If the doctors in the future are to have the privilege of practicing their profession, if archeologists are to investigate antiquity, if students are to have the privilege of taking degrees, and professors the privilege of teaching in their own way, somebody must march and fight and bleed and die and I know no reason why the students, doctors, professors and archeologists shouldn’t do their share of it.

You say, “It strikes me as too bad to take that type of education and bury it in a rifle squad,” as though there were something low or mean or servile in being a member of a rifle squad and only morons and ditch diggers should be given such duty. I know of no place red blooded men of intelligence and initiative are more needed than in the rifle or weapons squad.

It’s a powerful argument, especially when one factors in this:

Because you may think I’m a pretty good distance from a rifle squad, I should like to tell you I have a son on Bataan peninsula. All of know of him is that he was wounded on January 19. I hope he is back by now where the rifle squads are taking it, and I wish I were beside him there.

I have written you this long letter because in your high position you exercise a large influence on what people think and the way they regard the Army. It is necessary for them to understand men must do that which best helps to win the war and often that is not the same as what they do best.

My curiosity piqued, I wondered what had became of Private Robert H. Lister. Did he make it through the war? Was the potential the congressman saw in him ever realized?
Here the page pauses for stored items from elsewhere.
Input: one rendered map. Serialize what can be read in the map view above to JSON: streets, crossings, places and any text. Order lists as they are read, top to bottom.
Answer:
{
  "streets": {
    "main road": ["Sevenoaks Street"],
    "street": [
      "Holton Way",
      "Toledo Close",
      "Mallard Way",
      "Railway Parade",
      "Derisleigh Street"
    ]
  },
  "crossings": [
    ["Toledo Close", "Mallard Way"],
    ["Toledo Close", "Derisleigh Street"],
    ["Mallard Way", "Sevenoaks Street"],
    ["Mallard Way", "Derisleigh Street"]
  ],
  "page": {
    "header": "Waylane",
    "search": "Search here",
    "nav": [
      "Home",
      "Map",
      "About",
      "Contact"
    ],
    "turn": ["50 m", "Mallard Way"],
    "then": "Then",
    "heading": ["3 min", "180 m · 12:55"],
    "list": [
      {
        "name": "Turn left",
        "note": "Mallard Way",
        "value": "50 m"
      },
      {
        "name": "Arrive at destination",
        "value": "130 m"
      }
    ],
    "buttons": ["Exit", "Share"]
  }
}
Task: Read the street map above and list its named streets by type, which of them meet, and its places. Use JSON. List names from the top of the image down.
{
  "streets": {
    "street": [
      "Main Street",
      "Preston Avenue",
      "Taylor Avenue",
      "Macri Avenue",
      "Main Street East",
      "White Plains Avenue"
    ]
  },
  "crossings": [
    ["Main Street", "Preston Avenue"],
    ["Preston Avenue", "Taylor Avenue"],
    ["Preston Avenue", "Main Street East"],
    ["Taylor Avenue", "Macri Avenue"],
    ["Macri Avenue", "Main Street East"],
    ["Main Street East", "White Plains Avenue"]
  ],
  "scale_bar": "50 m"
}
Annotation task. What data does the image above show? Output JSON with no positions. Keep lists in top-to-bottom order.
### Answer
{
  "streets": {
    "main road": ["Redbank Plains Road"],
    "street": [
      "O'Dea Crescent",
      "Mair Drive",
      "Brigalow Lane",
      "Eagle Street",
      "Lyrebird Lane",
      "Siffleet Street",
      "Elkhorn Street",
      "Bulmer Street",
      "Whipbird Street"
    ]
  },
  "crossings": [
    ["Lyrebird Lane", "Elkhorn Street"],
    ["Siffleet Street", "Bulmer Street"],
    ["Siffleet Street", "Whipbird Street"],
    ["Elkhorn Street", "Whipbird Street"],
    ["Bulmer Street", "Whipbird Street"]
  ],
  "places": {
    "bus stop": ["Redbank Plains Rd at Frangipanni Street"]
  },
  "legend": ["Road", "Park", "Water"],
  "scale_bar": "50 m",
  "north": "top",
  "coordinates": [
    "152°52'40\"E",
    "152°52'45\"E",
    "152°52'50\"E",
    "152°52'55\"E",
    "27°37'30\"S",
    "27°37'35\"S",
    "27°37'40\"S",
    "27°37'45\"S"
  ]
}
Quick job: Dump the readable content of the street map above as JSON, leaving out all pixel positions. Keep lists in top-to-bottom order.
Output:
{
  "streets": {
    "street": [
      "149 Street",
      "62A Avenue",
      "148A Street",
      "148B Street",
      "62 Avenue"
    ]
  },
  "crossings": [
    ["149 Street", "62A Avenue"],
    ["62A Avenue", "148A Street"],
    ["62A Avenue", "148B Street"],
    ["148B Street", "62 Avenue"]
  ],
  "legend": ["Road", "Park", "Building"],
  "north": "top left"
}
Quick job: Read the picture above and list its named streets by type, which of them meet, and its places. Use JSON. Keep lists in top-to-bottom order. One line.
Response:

It turns out that he became a pretty accomplished archeologist.  He was publishing in academic journals shortly after the war (this one is from 1946) and put out a fair number of books.  He’s passed on now, but the Crow Canyon Archaeological Center has a fellowship in his name.

FILED UNDER: Military Affairs, Quick Takes
James Joyner
About James Joyner
James Joyner is a Security Studies professor at Marine Corps University's Command and Staff College and a nonresident senior fellow at the Scowcroft Center for Strategy and Security at the Atlantic Council. He's a former Army officer and Desert Storm vet. Views expressed here are his own. Follow James on Twitter @DrJJoyner.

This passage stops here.